Example 3: A multi-armed bandit task with independent rewards and punishments#

import arviz as az
import jax.numpy as jnp
import matplotlib.pyplot as plt
import numpy as np
import pymc as pm
import pytensor.tensor as pt
import seaborn as sns
from jax import jit, vjp
from jax.tree_util import Partial
from pyhgf.math import binary_surprise
from pyhgf.model import Network
from pyhgf.utils import beliefs_propagation
from pytensor.graph import Apply, Op

np.random.seed(123)
plt.rcParams["figure.constrained_layout.use"] = True

WARNING (pytensor.tensor.blas): Using NumPy C-API based implementation for BLAS functions.

In this notebook, we are going to illustrate how to fit behavioural responses from a two-armed bandit task when the rewards and punishments are independent using a task similar to what was used in [Pulcu and Browning, 2017] (see Experimental design). This will also illustrate how we can use missing/unobserved values in an input node, the impact this has on the belief trajectories, and how to deal with models where the decisions of the agent influence the observations.

https://iiif.elifesciences.org/lax/27879%2Felife-27879-fig1-v3.tif/full/1500,/0/default.jpg — Fig. 6 Experimental design#

In the task considered here, two armed bandits are presented to the participant on each trial, and the participant has to select one of them to get the reward and punishments associated. In our simulation, we generalize further and consider that for both arms, the rewards and punishments are independent, which means that the participant has to infer four probabilities: \(\{P(reward|A), P(loss|A), P(reward|B), P(loss|B)\}\). Because the rewards and punishments are independent, we simulate the task using four binary HGFs. Figure from [Pulcu and Browning, 2017].

Note

While the binary HGF is a special case of the categorical HGF where the number of categories is set to 2, the categorical HGF assumes that only one category is presented on every trial, which is different from what we have here as on some trials, we could have both reward and loss on both arms. Also, a categorical HGF adds a volatility coupling between the binary branch (see The categorical Hierarchical Gaussian Filter). Therefore, this model would not be suitable here as we want every branch of the network to evolve independently.

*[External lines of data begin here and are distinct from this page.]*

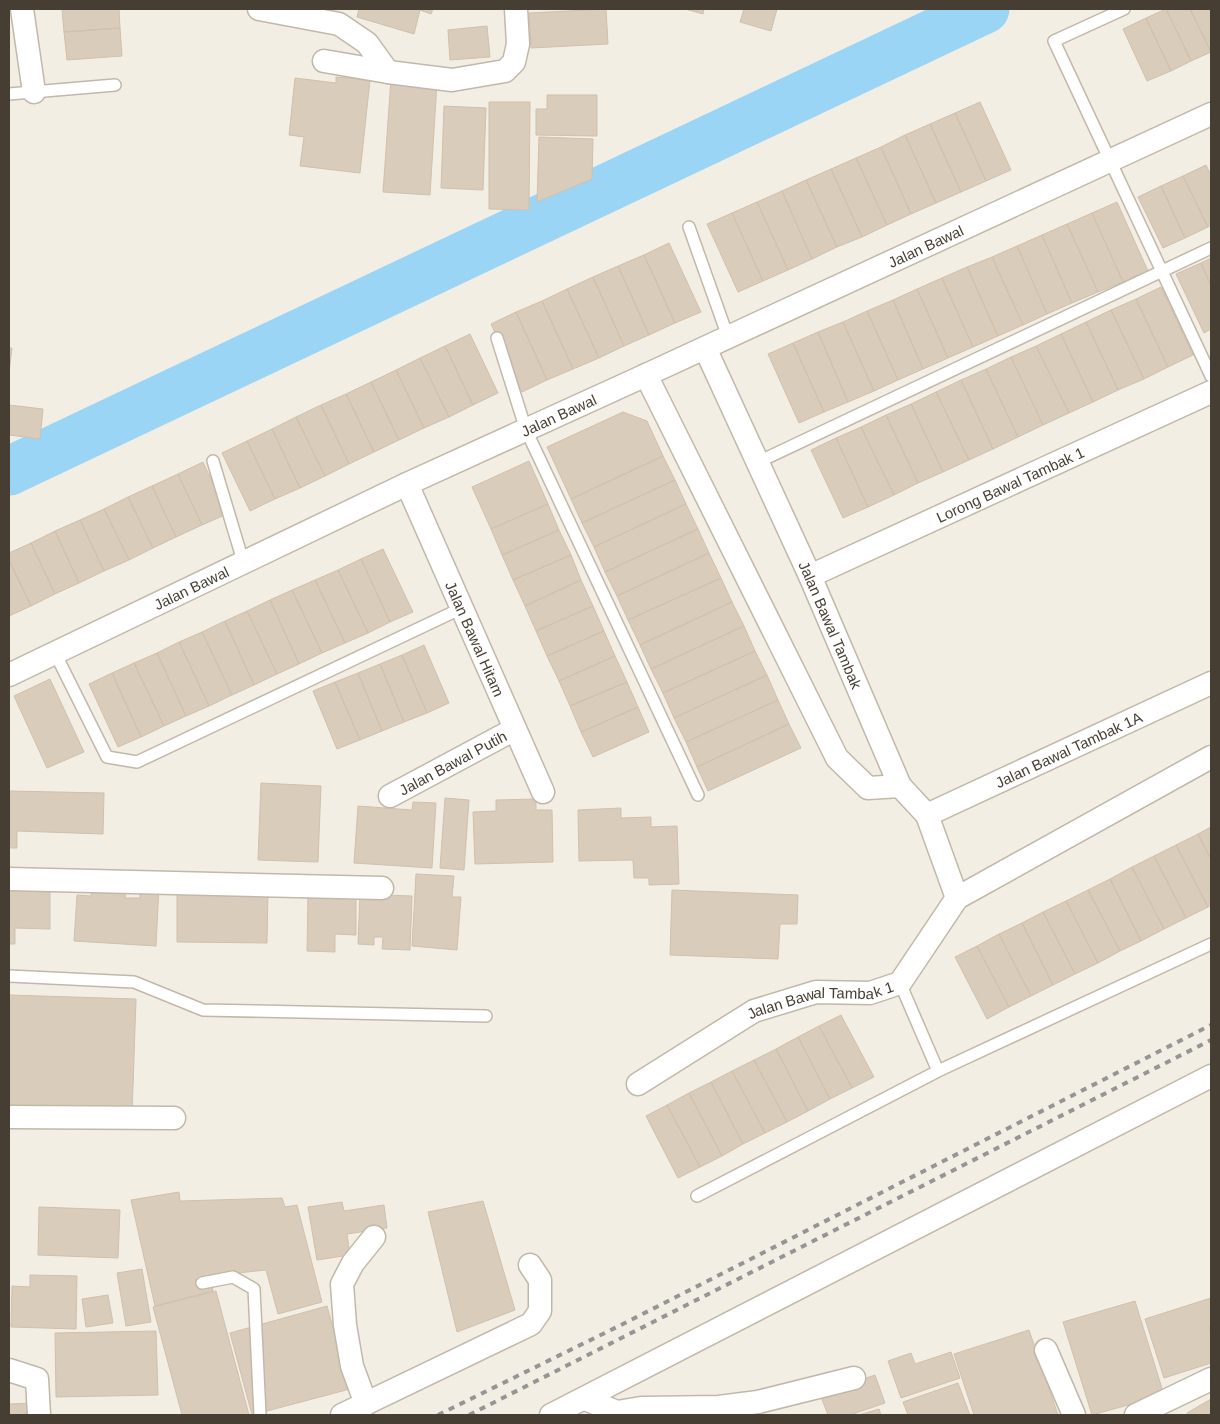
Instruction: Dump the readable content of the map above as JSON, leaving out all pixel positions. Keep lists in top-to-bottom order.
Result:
{
  "streets": {
    "street": [
      "Jalan Bawal",
      "Lorong Bawal Tambak 1",
      "Jalan Bawal Tambak",
      "Jalan Bawal Hitam",
      "Jalan Bawal Tambak 1A",
      "Jalan Bawal Putih",
      "Jalan Bawal Tambak 1"
    ]
  },
  "crossings": [
    ["Jalan Bawal", "Jalan Bawal Tambak"],
    ["Jalan Bawal", "Jalan Bawal Hitam"],
    ["Lorong Bawal Tambak 1", "Jalan Bawal Tambak"],
    ["Jalan Bawal Tambak", "Jalan Bawal Tambak 1A"],
    ["Jalan Bawal Tambak", "Jalan Bawal Tambak 1"],
    ["Jalan Bawal Hitam", "Jalan Bawal Putih"]
  ]
}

# the tonic volatility used across the tutorial
# this value is the same for four branches of the network
tonic_volatility = -1.5

We start by creating a network that consists in four two-levels HGF. Each branch is evolving independently and is not affecting the beliefs trajectories of other branches.

two_armed_bandit_hgf = (
    Network()
    .add_nodes(kind="binary-state", n_nodes=4)
    .add_nodes(value_children=0, tonic_volatility=tonic_volatility)
    .add_nodes(value_children=1, tonic_volatility=tonic_volatility)
    .add_nodes(value_children=2, tonic_volatility=tonic_volatility)
    .add_nodes(value_children=3, tonic_volatility=tonic_volatility)
)
two_armed_bandit_hgf.plot_network()

../_images/386921a35e3d0f7cb686079fe3ab9ec9df31b5a2e8bcc673e30ee2b0deba6170.svg

Task structure#

We start with a simple task structure where contingencies (i.e. the probability that a given armed bandit is associated with a win/loss) alternate between 0.2, 0.5 and 0.8. The rate of change in contingencies can be fast (i.e. high volatility blocks) or slow (i.e. low volatility blocks).

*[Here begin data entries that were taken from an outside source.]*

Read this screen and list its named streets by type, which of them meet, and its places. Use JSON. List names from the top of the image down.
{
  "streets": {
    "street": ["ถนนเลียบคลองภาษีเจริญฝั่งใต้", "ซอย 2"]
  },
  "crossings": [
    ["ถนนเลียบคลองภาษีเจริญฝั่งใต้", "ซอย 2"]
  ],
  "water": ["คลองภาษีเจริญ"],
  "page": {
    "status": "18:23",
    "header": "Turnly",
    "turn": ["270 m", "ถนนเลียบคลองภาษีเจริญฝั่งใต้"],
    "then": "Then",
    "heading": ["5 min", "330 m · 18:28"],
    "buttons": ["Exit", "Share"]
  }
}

# three levels of contingencies
high_prob, chance, low_prob = 0.8, 0.5, 0.2

# create blocks of contingencies
stable_contingencies = np.array([low_prob, high_prob]).repeat(40)
volatile_contingencies = np.tile(np.array([low_prob, high_prob]).repeat(10), 6)
chance_contingencies = np.array(chance).repeat(80)

# create sequences of blocks for each arm/rewards
win_arm1 = np.concatenate(
    [stable_contingencies, chance_contingencies, volatile_contingencies]
)
loss_arm1 = np.concatenate(
    [volatile_contingencies, chance_contingencies, stable_contingencies]
)
win_arm2 = np.concatenate(
    [chance_contingencies, stable_contingencies, volatile_contingencies]
)
loss_arm2 = np.concatenate(
    [chance_contingencies, volatile_contingencies, stable_contingencies]
)

# sample trial level outcomes from the sequences
u_win_arm1 = np.random.binomial(n=1, p=win_arm1)
u_loss_arm1 = np.random.binomial(n=1, p=loss_arm1)
u_win_arm2 = np.random.binomial(n=1, p=win_arm2)
u_loss_arm2 = np.random.binomial(n=1, p=loss_arm2)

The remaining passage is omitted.